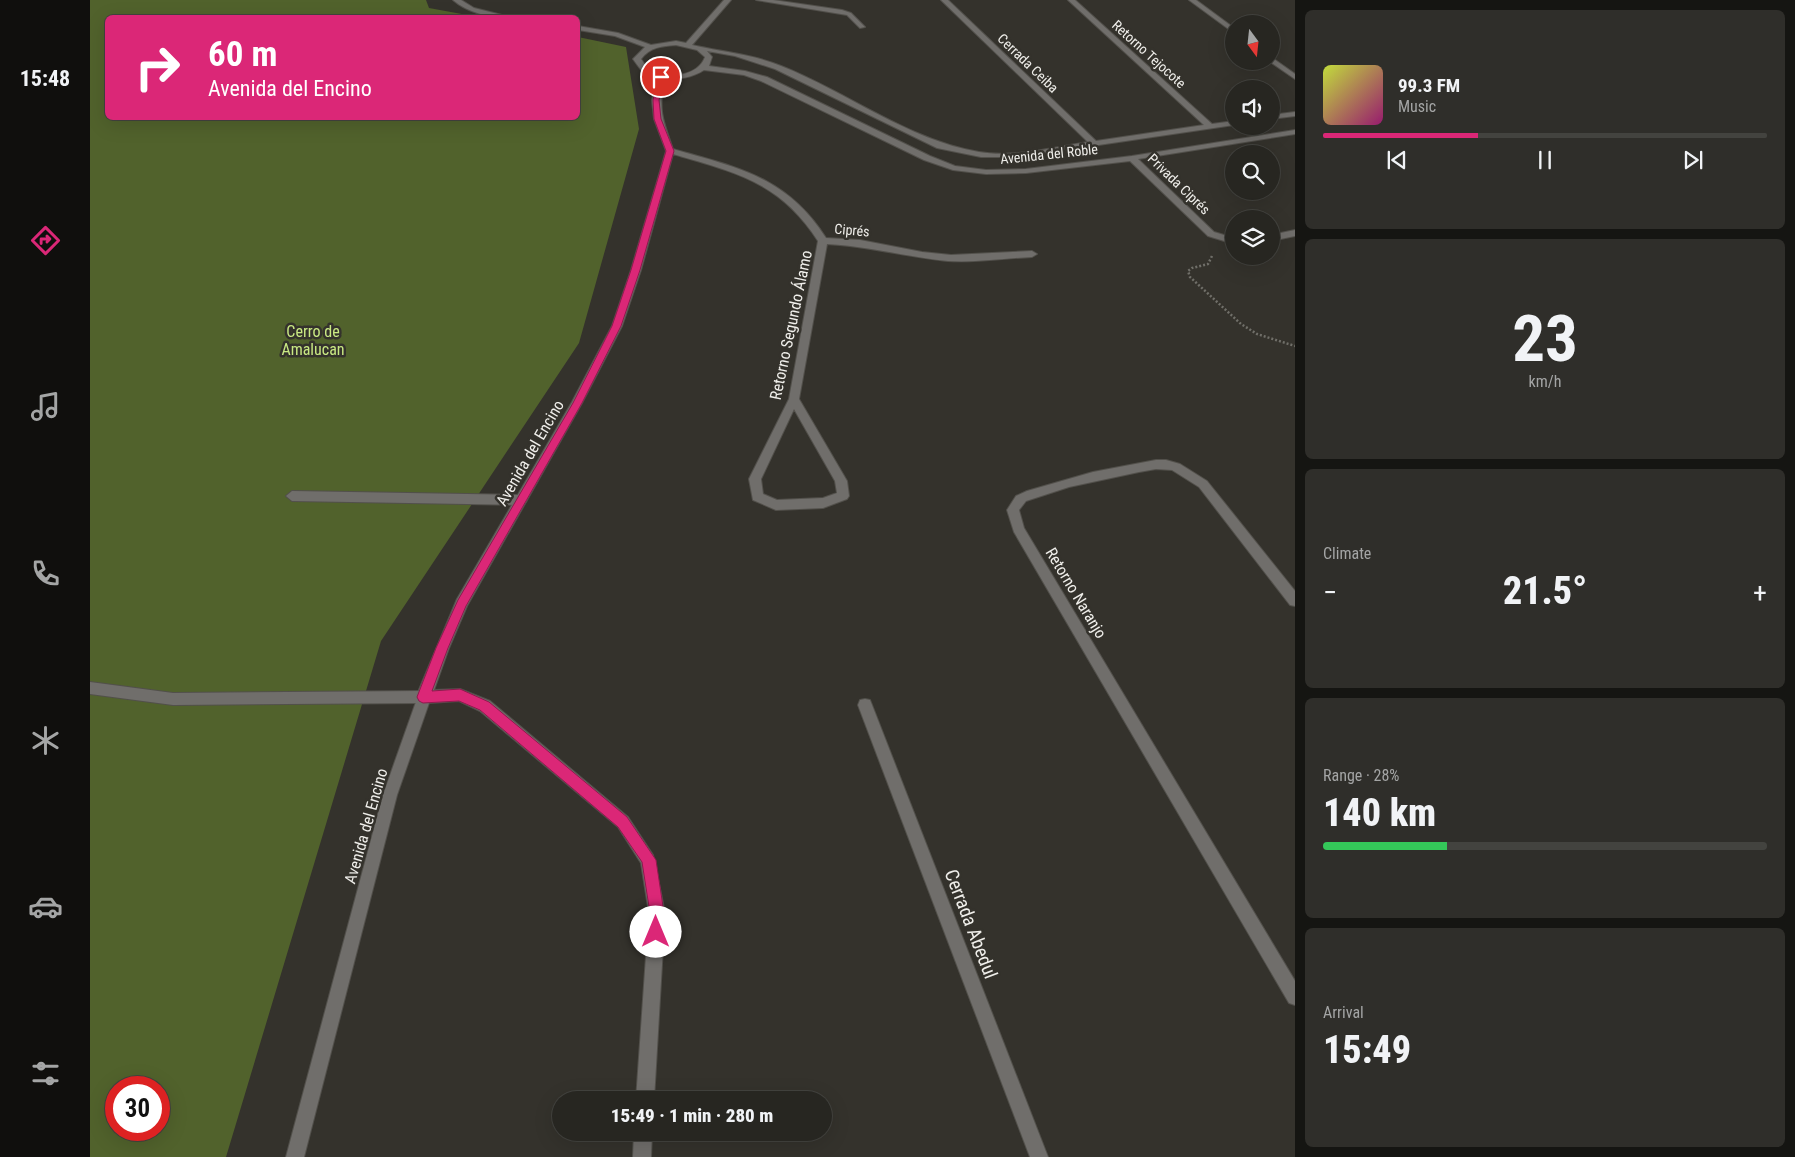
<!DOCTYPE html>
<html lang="en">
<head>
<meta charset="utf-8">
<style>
	:root { --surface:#272621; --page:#2f2e2a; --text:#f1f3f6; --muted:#a4a5a5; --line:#43433f; --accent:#db2777 }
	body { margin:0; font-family:"Roboto Condensed",sans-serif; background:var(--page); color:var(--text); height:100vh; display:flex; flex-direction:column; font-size:19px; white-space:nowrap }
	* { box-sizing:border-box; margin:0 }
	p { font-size:16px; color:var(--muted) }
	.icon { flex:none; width:28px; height:28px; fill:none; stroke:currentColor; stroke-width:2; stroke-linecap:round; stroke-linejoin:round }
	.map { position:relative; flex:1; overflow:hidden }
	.sheet { display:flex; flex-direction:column; gap:10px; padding:10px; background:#151512; width:500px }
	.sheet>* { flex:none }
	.banner { position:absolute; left:15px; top:15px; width:475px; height:105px; border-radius:8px; box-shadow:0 5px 20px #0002,0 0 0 1px var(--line); background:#db2777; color:#fff; overflow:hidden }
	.needle { width:32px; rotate:165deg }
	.buttons { position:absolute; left:1135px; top:15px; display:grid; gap:10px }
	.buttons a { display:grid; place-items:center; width:55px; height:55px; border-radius:50%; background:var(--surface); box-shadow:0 5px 20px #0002,0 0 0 1px var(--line); font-size:25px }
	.speed { position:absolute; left:15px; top:1076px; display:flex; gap:10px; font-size:25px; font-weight:700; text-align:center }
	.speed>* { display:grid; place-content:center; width:65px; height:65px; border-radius:50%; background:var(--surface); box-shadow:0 5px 20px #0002,0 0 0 1px var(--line); line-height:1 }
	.speed .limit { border:8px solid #d22; background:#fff; color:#111 }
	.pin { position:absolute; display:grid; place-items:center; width:42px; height:42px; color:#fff; margin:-21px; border:2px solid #fff; border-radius:50%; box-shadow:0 1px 5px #0007 }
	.me { position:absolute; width:55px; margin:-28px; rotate:0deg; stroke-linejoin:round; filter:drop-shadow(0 0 4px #0008) }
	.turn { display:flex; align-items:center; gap:18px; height:105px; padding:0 20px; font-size:22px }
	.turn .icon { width:65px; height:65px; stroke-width:2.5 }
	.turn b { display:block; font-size:35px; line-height:42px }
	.big { font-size:38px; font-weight:800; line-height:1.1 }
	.sheet .tile { flex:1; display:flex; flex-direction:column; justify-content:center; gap:8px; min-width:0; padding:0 18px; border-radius:8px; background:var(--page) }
	.sheet .dial { align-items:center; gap:0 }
	.dial b { font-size:65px; line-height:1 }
	.song { display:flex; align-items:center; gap:15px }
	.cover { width:60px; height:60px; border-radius:8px; background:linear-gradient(135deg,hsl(70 70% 55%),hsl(320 70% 35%)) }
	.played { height:5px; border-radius:2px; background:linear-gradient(90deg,var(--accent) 35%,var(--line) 35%) }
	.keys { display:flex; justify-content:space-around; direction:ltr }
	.heat { display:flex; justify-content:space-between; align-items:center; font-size:28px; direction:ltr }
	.charge { height:8px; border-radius:4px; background:linear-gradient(90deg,#34c759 28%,var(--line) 0) }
	.trip { position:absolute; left:462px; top:1091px; width:280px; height:50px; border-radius:25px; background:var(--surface); box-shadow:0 5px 20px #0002,0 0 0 1px var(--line); font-weight:800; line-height:50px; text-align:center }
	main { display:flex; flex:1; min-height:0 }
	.dock { display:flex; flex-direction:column; width:90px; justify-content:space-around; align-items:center; background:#100f0d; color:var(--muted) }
	.dock .icon { width:35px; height:35px }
	.dock .current { color:var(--accent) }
	.dock b { font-size:22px; color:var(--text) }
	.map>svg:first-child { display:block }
</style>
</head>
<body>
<main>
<nav class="dock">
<b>15:48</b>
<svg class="icon current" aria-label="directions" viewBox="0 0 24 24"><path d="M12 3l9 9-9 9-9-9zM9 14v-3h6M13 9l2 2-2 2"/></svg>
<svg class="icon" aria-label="music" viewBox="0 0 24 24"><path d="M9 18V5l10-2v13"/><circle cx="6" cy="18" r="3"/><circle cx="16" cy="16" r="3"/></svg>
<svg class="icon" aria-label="phone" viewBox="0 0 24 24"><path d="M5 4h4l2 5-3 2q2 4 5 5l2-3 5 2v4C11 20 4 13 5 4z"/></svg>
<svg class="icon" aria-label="climate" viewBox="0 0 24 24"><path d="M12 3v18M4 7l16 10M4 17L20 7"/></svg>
<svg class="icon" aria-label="car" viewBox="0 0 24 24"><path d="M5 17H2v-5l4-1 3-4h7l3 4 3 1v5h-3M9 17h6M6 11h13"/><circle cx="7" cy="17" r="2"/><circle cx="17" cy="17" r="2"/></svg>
<svg class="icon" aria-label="filters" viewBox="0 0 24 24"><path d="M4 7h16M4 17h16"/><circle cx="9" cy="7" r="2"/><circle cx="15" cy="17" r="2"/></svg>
</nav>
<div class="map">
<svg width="1205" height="1157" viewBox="0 0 1205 1157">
	<rect width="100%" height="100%" fill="#34322c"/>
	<path fill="#51622c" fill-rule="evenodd" d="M0,0h336l3,8 49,9 -370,1v100h470v-81l48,10 13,82 -60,214 -198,298 -155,516h-136zM26,1088h43v42h-43z"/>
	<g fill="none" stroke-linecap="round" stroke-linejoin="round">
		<g stroke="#52504b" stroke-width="2">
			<g id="service">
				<path d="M202,491l229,4 4,2 2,3 -2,3 -4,2 -229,-4 -6,-5z"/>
				<path d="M0,682l83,11 250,-2 5,1 2,5 -2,5 -5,1 -250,2 -83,-11z"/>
			</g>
		</g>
		<g stroke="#52504b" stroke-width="2">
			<g id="minor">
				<path d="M363,0h8l13,8 40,10c-21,0 -45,-4 -61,-18z"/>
				<path d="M634,0h7l-39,45c30,7 60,9 89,21 66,26 127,74 198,86 35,6 75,-5 109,-10l-147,-142h7l148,141 108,-16 -136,-125h7l137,124 22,-3v4l-217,32h-36l-44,-9 -162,-79 -40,-13 -28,-5 5,6 -3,9 36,5 22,6 163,79 25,10 31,4 40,-1 106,-13 163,-26v4l-157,25 76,73 20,6v6l-26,-8 -78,-75 -104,12 -40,1 -33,-4 -29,-10 -163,-79 -17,-6 -40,-5c-12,8 -26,9 -40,10 -6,30 -1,41 9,69 66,19 114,28 153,89l34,2 62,12 29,3 81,-4 5,3 -5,3c-27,1 -57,6 -84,4 -41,-4 -80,-15 -121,-17l-28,155 48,82 2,15 -2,3 -24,9 -47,2 -23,-10 -4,-21 40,-80 29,-158c-38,-59 -81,-68 -145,-87l-32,116 -19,56 -40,77 -115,203 -18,42 -15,42 26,-1 30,12 138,116 25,38 12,58 -11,187h-18l13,-187 -8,-50 -23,-36 -138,-116 -21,-10 -30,2 -32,92 -93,362h-18l97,-362 34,-96 -1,-2 41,-98 115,-197 40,-76 19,-56 35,-119 -12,-32 -2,-19 5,-22 -13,-4 -11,-15 12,-12 -30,-11 -37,-6v-4l40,7 33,12 25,-4 10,2zM586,45l21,5 8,7c-7,19 -37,23 -54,14 -4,-2 -7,-8 -10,-12 9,-12 21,-13 35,-14zM704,409l41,72 2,12 -14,5 -46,2 -14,-6 -2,-15z"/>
				<path d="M666,0h17l69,10 9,3 14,14 -5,1 -13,-13 -6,-1z"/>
				<path d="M1099,0h7l38,28v5z"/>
				<path d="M1181,57l24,17v5l-26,-18h2z"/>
				<path d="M1205,112v4l-24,3v-4z"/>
				<path d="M1205,230v6l-24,5v-6z"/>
				<path d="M1066,460h10l14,4 27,17 88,110v15l-5,-1 -91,-118 -27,-17 -16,-1 -17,3 -70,15 -43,14 -7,9 5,18 271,453v24l-6,-2 -275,-471 -7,-22 9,-14 11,-5 66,-19z"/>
				<path d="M775,699l5,1 2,5 176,452h-18l-172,-452 2,-5z"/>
				<path d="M544,1132h18l-1,25h-18z"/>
			</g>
		</g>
		<path stroke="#706f69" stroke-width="2.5" stroke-dasharray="2 2" stroke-linecap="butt" d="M1122,256l-4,8 -16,4 -4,3 2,6 51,47 16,10 38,12"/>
		<use href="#service" fill="#706e6b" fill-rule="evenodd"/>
		<use href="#minor" fill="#706e6b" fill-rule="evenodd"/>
	</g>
	<path fill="#db2777" stroke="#8e194d" d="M571,75l4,2 -6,23 2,19 13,32 -34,119 -19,56 -39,77 -116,203 -18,42 -16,43 28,-2 29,13 138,115 29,43 8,53 -3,24 -5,2 -5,-2 -3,-5 2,-19 -8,-51 -24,-35 -138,-117 -21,-9 -36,2 -4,-2 -2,-4 19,-49 22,-48 115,-197 39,-77 19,-56 35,-119 -12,-32 -1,-19 5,-23z"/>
	<g text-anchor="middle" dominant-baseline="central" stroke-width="5" stroke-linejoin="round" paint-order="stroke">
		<g font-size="14" fill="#f0efeb" stroke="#34322c">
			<text transform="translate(1059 54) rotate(42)">Retorno Tejocote</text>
			<text transform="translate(938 63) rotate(44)">Cerrada Ceiba</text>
			<text transform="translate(959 154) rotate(-6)">Avenida del Roble</text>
			<text transform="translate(1089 184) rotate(44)">Privada Ciprés</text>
			<text transform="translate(762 230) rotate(5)">Ciprés</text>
		</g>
		<g font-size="16" fill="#f0efeb" stroke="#34322c">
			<text transform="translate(701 325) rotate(-78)">Retorno Segundo Álamo</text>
			<text transform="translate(440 453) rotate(-60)">Avenida del Encino</text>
			<text transform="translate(986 593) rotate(59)">Retorno Naranjo</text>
			<text transform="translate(276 826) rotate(-74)">Avenida del Encino</text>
		</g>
		<g font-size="16" fill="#c9e983" stroke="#34322c">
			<text x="223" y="331">Cerro de<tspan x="223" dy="18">Amalucan</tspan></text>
		</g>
		<g font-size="19" fill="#f0efeb" stroke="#34322c">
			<text transform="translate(881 924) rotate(69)">Cerrada Abedul</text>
		</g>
	</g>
</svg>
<div class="buttons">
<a><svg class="needle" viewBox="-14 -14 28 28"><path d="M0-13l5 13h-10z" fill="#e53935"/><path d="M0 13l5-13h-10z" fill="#a4a5a5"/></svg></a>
<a><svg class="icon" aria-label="sound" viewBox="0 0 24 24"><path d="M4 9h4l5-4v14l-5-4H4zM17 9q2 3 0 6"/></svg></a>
<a><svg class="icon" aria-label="search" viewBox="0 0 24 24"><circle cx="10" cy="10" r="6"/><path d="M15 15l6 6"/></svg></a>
<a><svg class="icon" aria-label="layers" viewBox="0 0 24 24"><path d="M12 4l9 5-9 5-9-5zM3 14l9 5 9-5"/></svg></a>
</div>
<div class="speed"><div class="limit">30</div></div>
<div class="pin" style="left:571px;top:77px;background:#d93025"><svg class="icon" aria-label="arrive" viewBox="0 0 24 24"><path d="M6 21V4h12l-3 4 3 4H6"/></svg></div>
<svg class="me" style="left:566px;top:932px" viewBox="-20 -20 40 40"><circle r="19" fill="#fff"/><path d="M0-13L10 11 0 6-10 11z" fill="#db2777"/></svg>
<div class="trip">15:49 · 1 min · 280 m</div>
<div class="banner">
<div class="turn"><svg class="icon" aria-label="right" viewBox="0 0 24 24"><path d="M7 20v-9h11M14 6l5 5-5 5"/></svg><div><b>60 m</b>Avenida del Encino</div></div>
</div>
</div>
<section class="sheet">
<div class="tile">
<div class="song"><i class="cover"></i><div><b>99.3 FM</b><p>Music</p></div></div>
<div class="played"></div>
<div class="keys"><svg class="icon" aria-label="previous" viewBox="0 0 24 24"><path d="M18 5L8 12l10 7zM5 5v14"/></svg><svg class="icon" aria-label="pause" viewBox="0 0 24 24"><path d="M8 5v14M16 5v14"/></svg><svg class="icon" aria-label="next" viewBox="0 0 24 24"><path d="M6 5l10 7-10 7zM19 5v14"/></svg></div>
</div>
<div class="tile dial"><b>23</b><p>km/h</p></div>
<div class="tile"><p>Climate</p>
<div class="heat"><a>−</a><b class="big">21.5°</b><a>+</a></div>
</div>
<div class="tile"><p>Range · 28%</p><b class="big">140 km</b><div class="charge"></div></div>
<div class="tile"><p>Arrival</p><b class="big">15:49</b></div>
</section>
</main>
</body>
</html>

- _To do_: Exact duplication is required for the lines above, from the line that contains "display:flex; justify-content:space-around; direction:ltr" to the line that contains "4h4l2 5-3 2q2", inclusive; omit all others.

- _Output below_:
	.keys { display:flex; justify-content:space-around; direction:ltr }
	.heat { display:flex; justify-content:space-between; align-items:center; font-size:28px; direction:ltr }
	.charge { height:8px; border-radius:4px; background:linear-gradient(90deg,#34c759 28%,var(--line) 0) }
	.trip { position:absolute; left:462px; top:1091px; width:280px; height:50px; border-radius:25px; background:var(--surface); box-shadow:0 5px 20px #0002,0 0 0 1px var(--line); font-weight:800; line-height:50px; text-align:center }
	main { display:flex; flex:1; min-height:0 }
	.dock { display:flex; flex-direction:column; width:90px; justify-content:space-around; align-items:center; background:#100f0d; color:var(--muted) }
	.dock .icon { width:35px; height:35px }
	.dock .current { color:var(--accent) }
	.dock b { font-size:22px; color:var(--text) }
	.map>svg:first-child { display:block }
</style>
</head>
<body>
<main>
<nav class="dock">
<b>15:48</b>
<svg class="icon current" aria-label="directions" viewBox="0 0 24 24"><path d="M12 3l9 9-9 9-9-9zM9 14v-3h6M13 9l2 2-2 2"/></svg>
<svg class="icon" aria-label="music" viewBox="0 0 24 24"><path d="M9 18V5l10-2v13"/><circle cx="6" cy="18" r="3"/><circle cx="16" cy="16" r="3"/></svg>
<svg class="icon" aria-label="phone" viewBox="0 0 24 24"><path d="M5 4h4l2 5-3 2q2 4 5 5l2-3 5 2v4C11 20 4 13 5 4z"/></svg>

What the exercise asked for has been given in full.